_EXERCISE INSTRUCTIONS_
Could you reproduce the entries exactly, omitting every picture?

_GIVEN RECORDS_

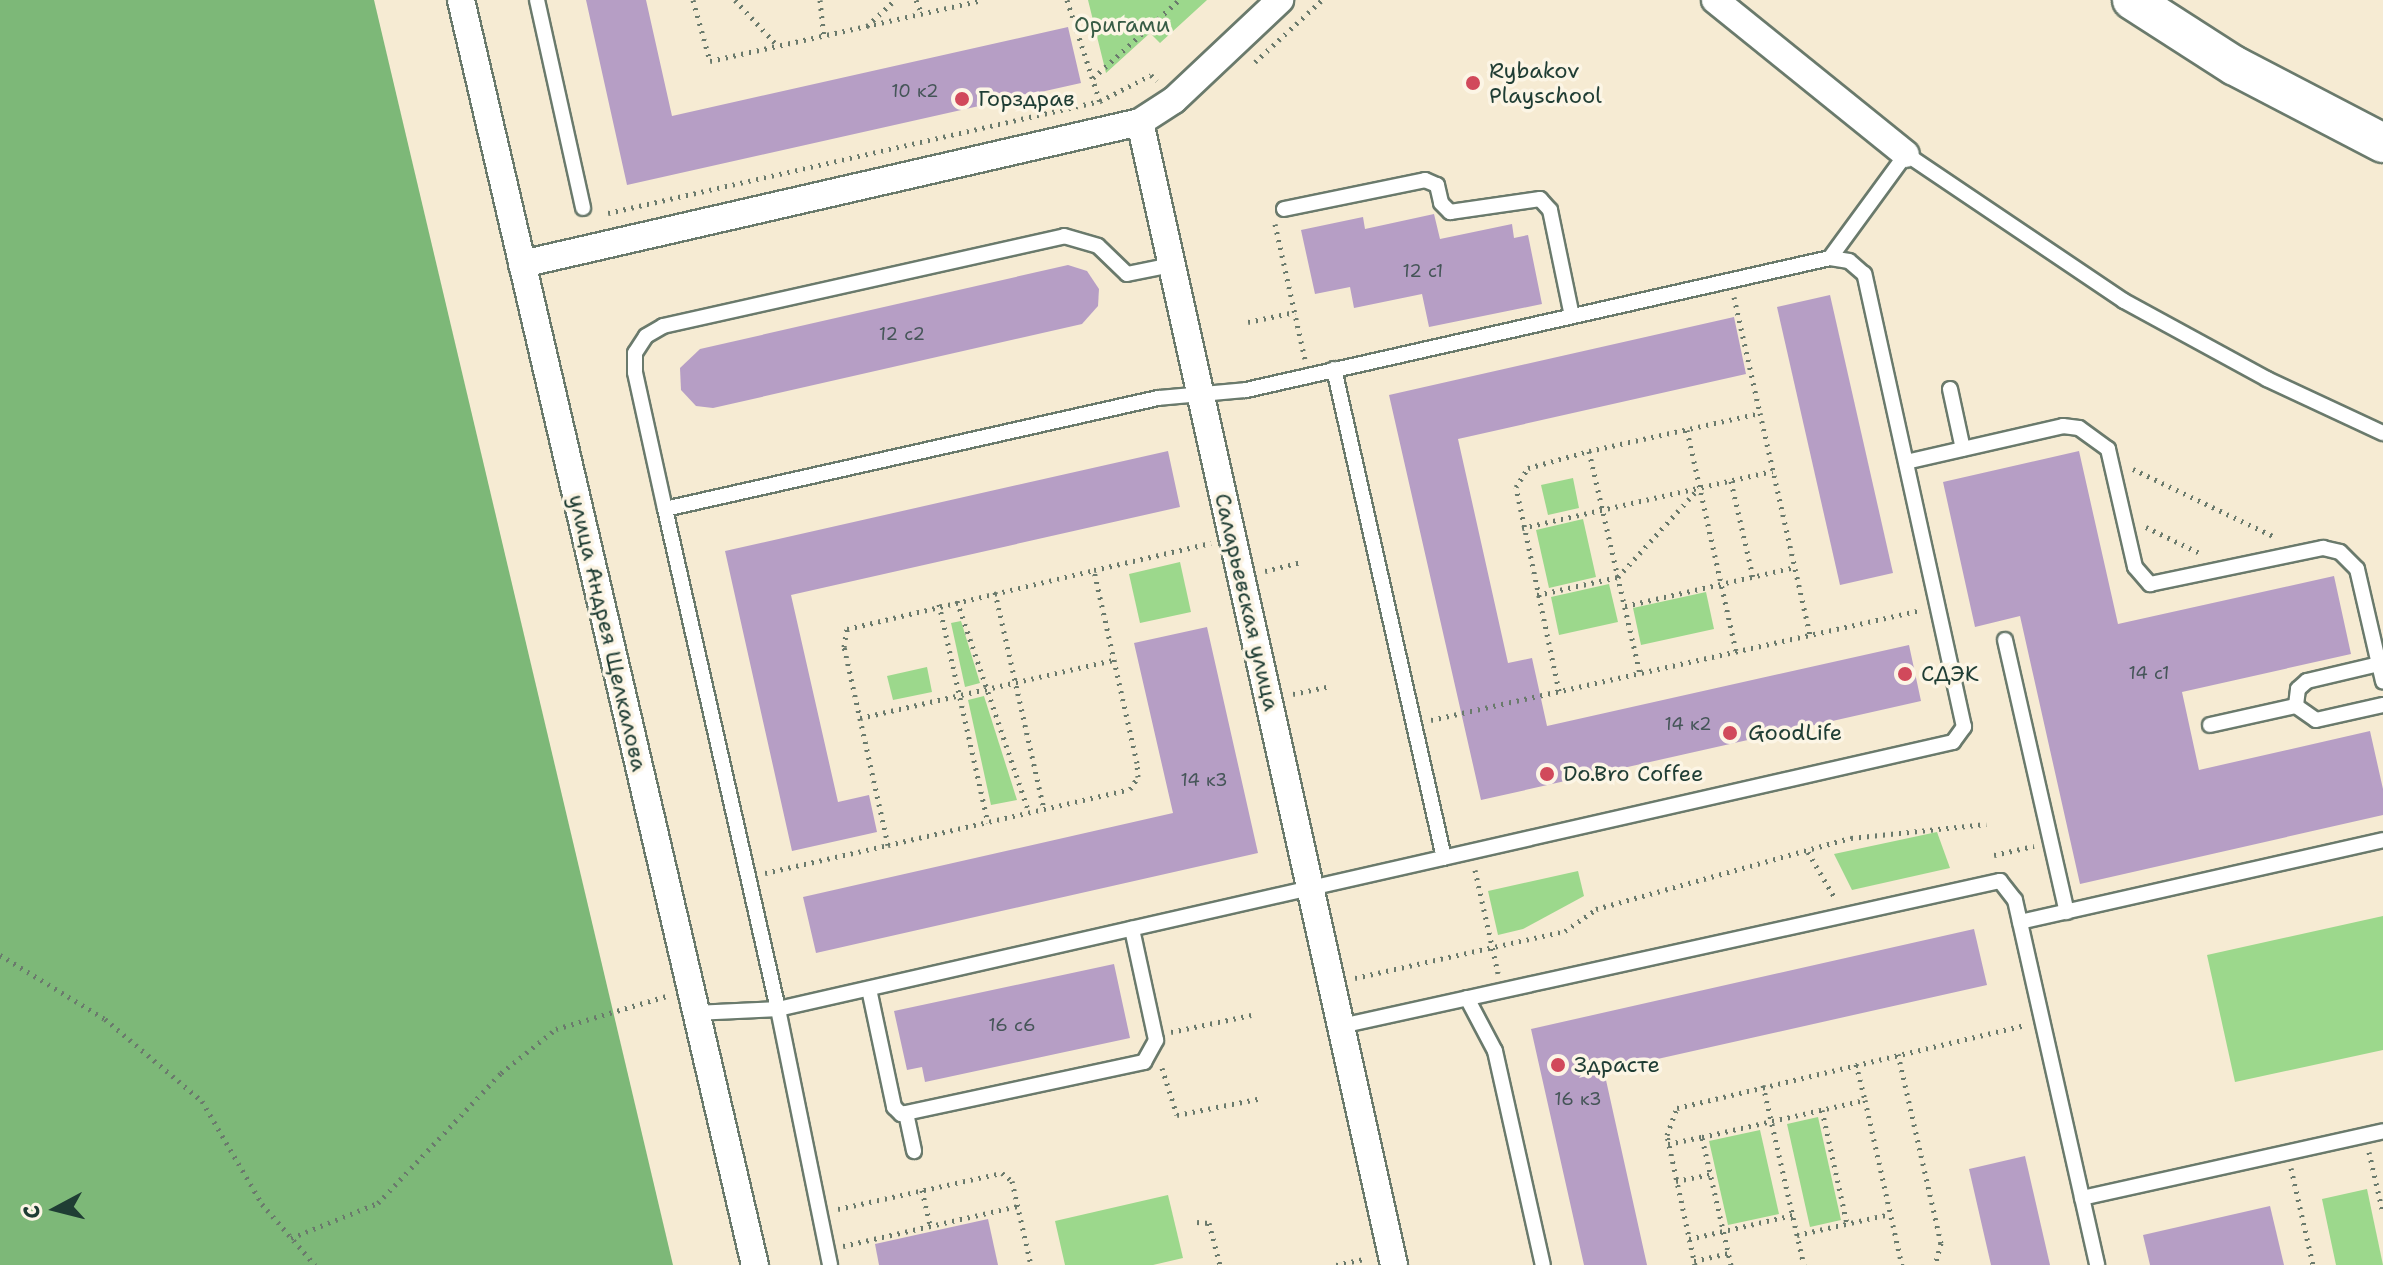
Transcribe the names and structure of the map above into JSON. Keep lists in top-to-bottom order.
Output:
{
  "streets": {
    "street": ["Саларьевская улица", "улица Андрея Щелкалова"]
  },
  "parks": ["Оригами"],
  "places": [
    "Rybakov Playschool",
    "Горздрав",
    "СДЭК",
    "GoodLife",
    "Do.Bro Coffee",
    "Здрасте"
  ],
  "house_numbers": [
    "10 к2",
    "12 с1",
    "12 с2",
    "14 с1",
    "14 к2",
    "14 к3",
    "16 с6",
    "16 к3"
  ],
  "north": "left"
}
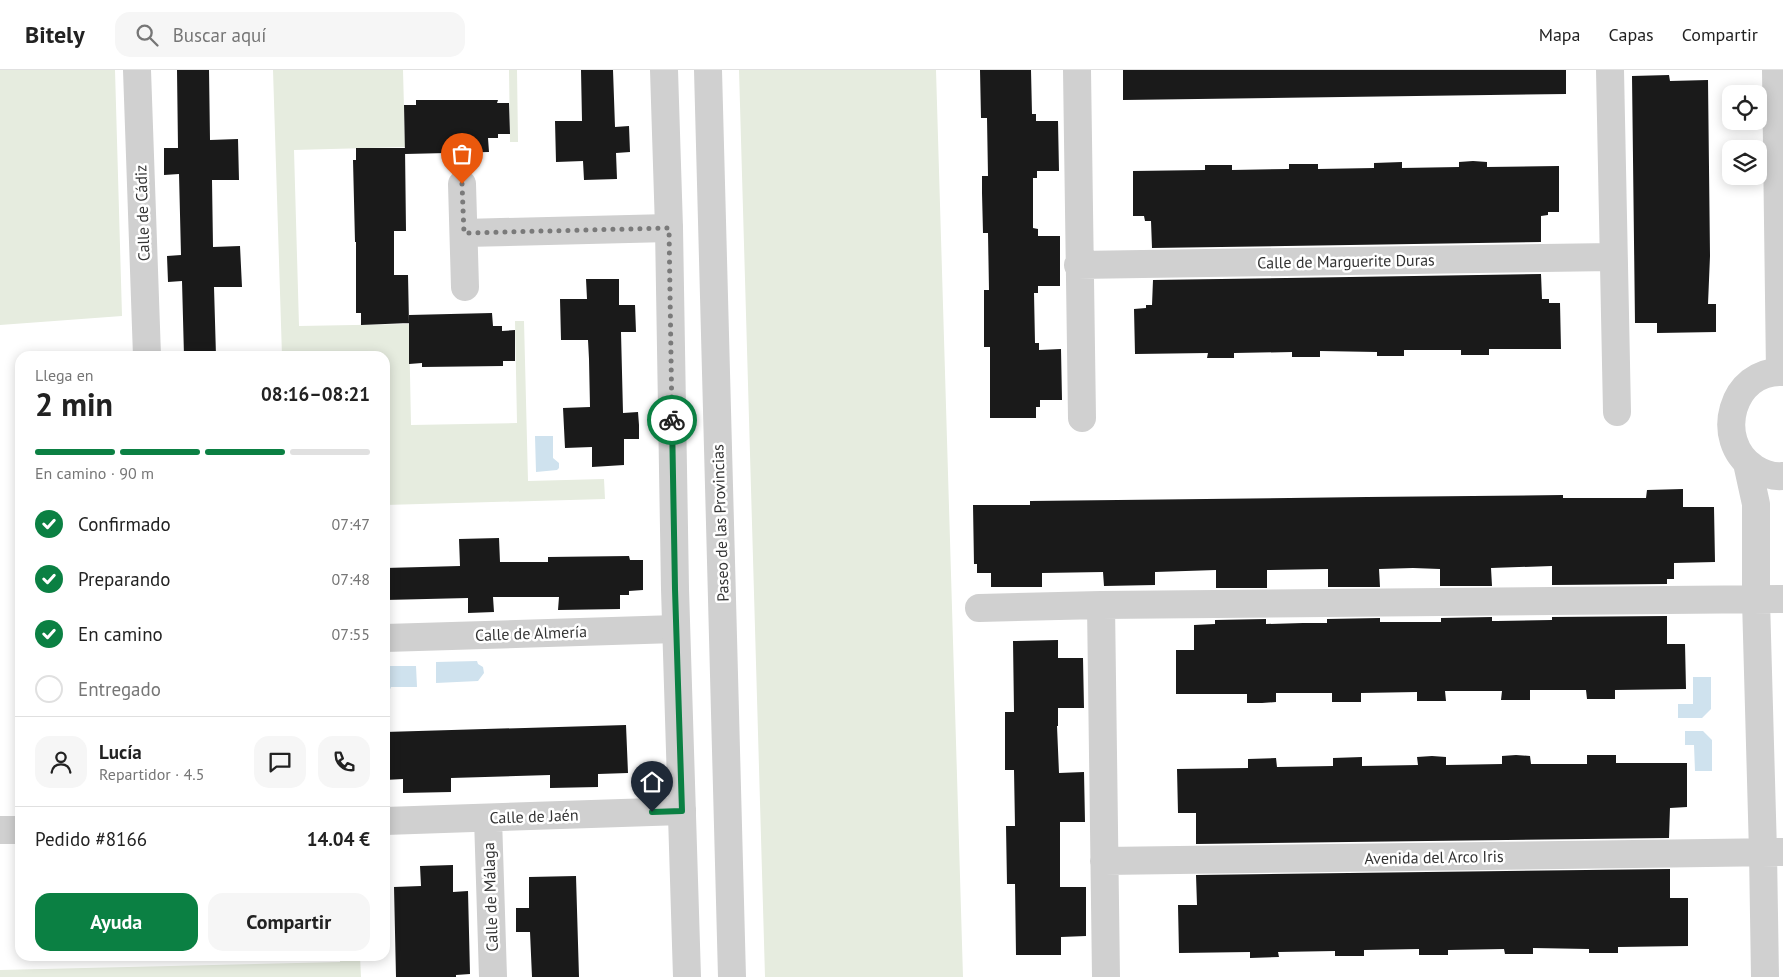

_SOLUTION TO THE EXERCISE_
Transcribe the names and structure of the map above into JSON. Keep lists in top-to-bottom order.
Output:
{
  "streets": {
    "street": ["Саларьевская улица", "улица Андрея Щелкалова"]
  },
  "parks": ["Оригами"],
  "places": [
    "Rybakov Playschool",
    "Горздрав",
    "СДЭК",
    "GoodLife",
    "Do.Bro Coffee",
    "Здрасте"
  ],
  "house_numbers": [
    "10 к2",
    "12 с1",
    "12 с2",
    "14 с1",
    "14 к2",
    "14 к3",
    "16 с6",
    "16 к3"
  ],
  "north": "left"
}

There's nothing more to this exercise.